§ **EXERCISE PROMPT**: Work out how many lines in the following entries contain the string "index", and write only that number.

§ **GIVEN DATA**:
---

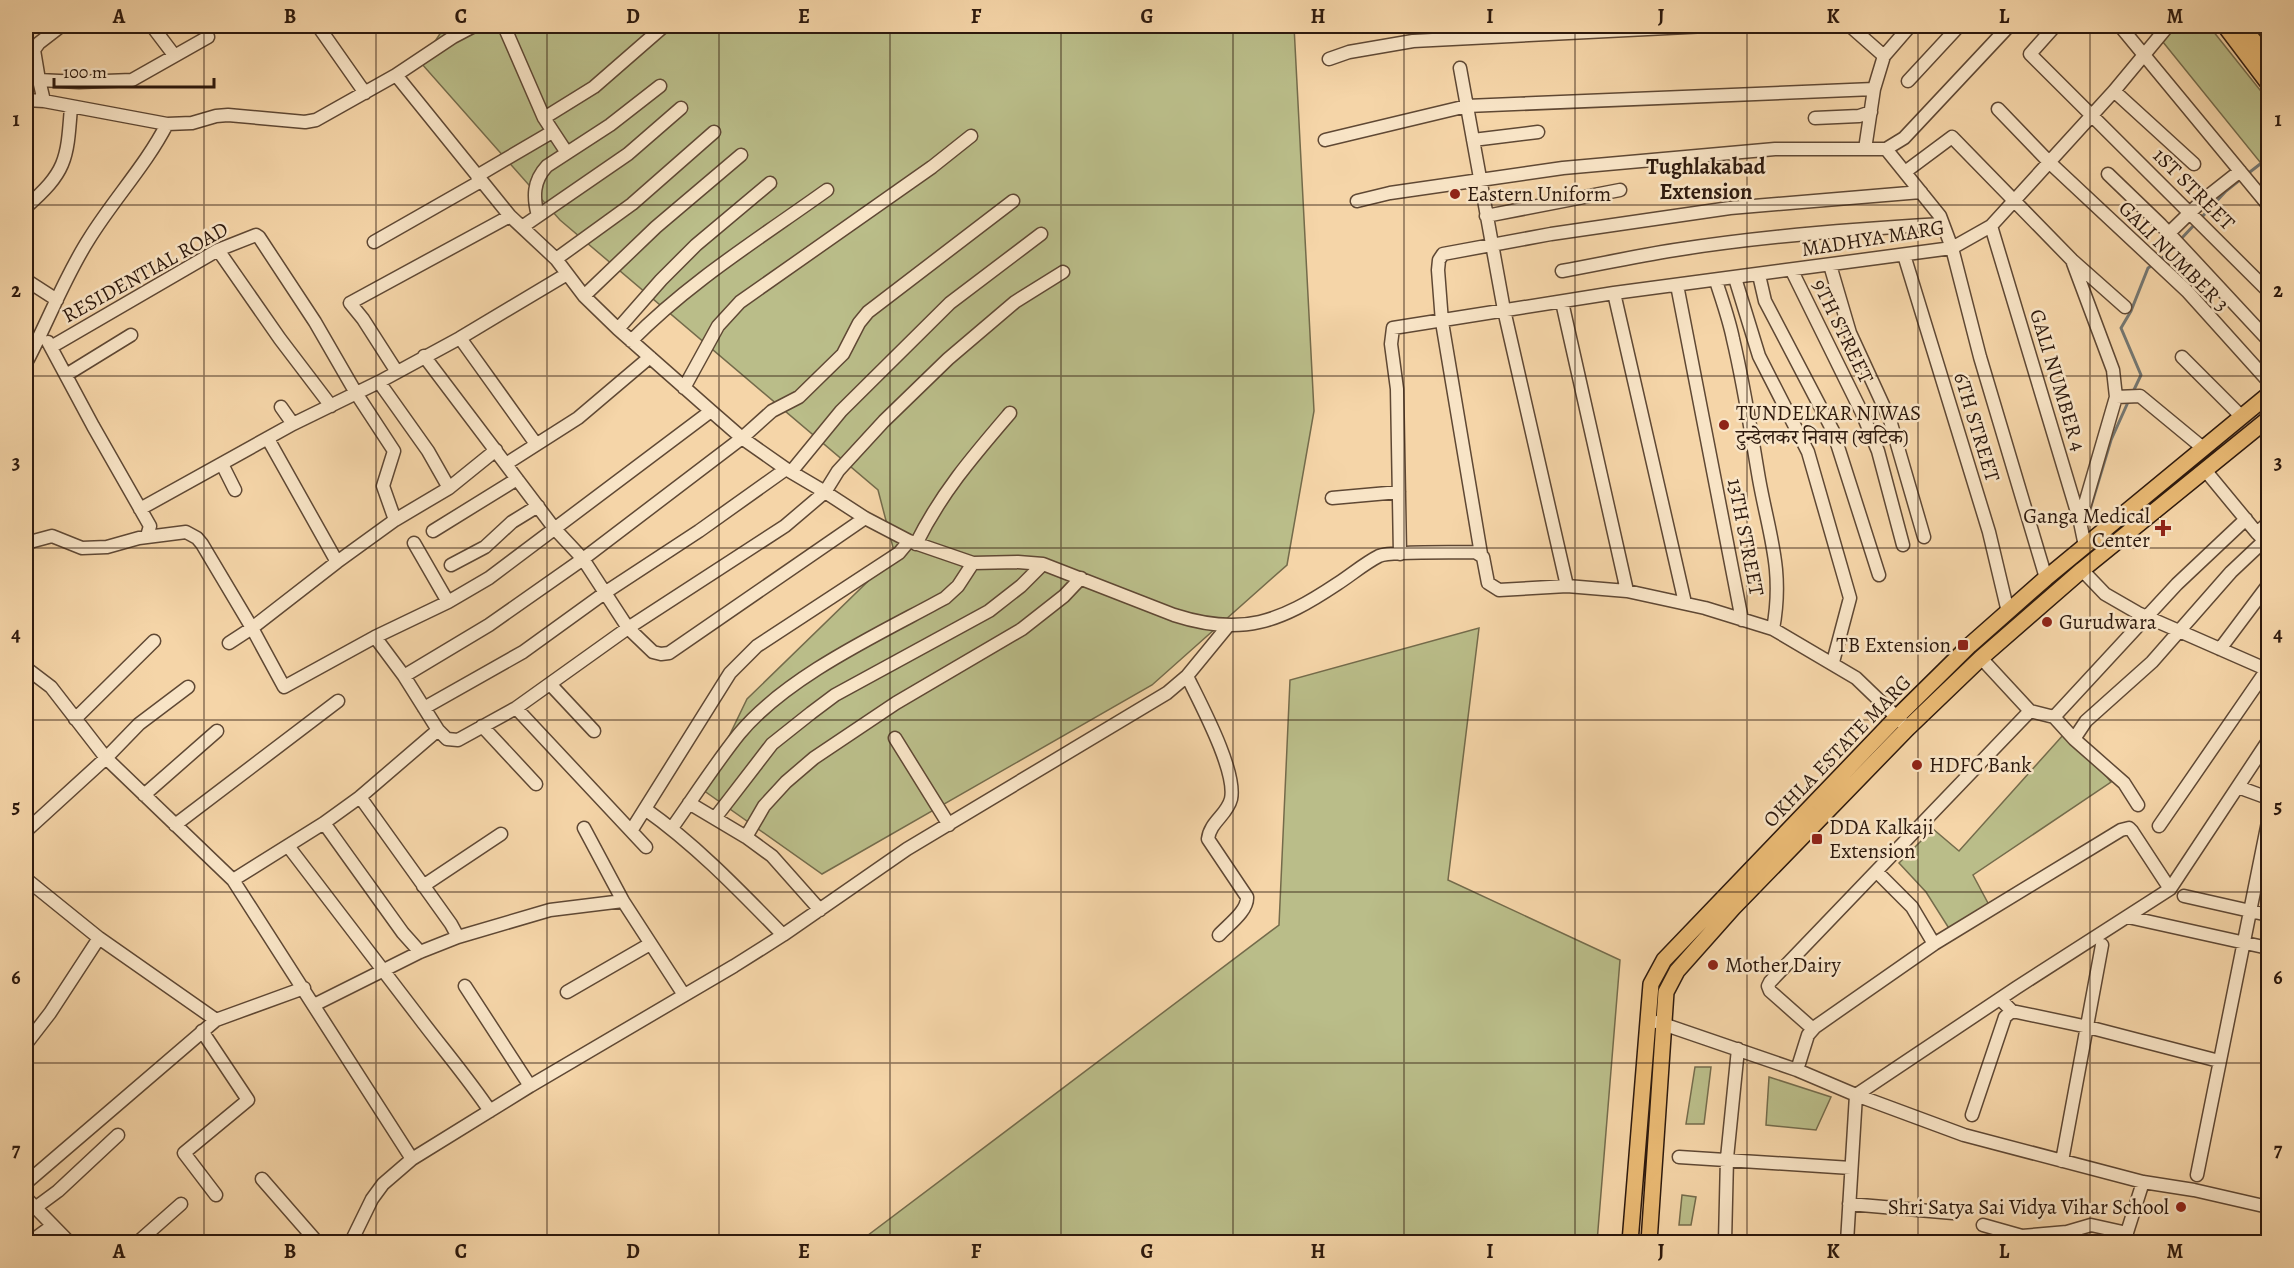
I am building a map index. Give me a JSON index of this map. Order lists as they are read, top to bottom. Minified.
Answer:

---

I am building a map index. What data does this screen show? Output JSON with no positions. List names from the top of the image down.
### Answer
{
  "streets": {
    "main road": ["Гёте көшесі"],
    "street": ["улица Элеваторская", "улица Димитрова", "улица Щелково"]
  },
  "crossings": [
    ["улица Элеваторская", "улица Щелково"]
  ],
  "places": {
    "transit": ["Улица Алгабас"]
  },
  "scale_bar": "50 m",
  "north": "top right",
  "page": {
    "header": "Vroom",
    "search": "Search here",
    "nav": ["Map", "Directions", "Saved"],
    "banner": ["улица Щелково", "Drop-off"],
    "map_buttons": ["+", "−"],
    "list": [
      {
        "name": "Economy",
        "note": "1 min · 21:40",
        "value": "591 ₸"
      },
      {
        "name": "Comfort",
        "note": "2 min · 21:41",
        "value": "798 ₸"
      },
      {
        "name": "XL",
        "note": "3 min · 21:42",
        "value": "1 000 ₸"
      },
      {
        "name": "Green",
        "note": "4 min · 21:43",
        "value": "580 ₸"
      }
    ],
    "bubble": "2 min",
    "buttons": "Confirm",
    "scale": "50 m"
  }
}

---

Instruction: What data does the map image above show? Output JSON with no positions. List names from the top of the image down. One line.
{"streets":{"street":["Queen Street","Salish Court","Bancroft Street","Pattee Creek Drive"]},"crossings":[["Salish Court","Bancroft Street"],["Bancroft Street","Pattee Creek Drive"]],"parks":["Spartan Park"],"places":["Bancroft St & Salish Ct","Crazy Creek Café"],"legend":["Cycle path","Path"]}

---

§ **EXPECTED ANSWER**: 2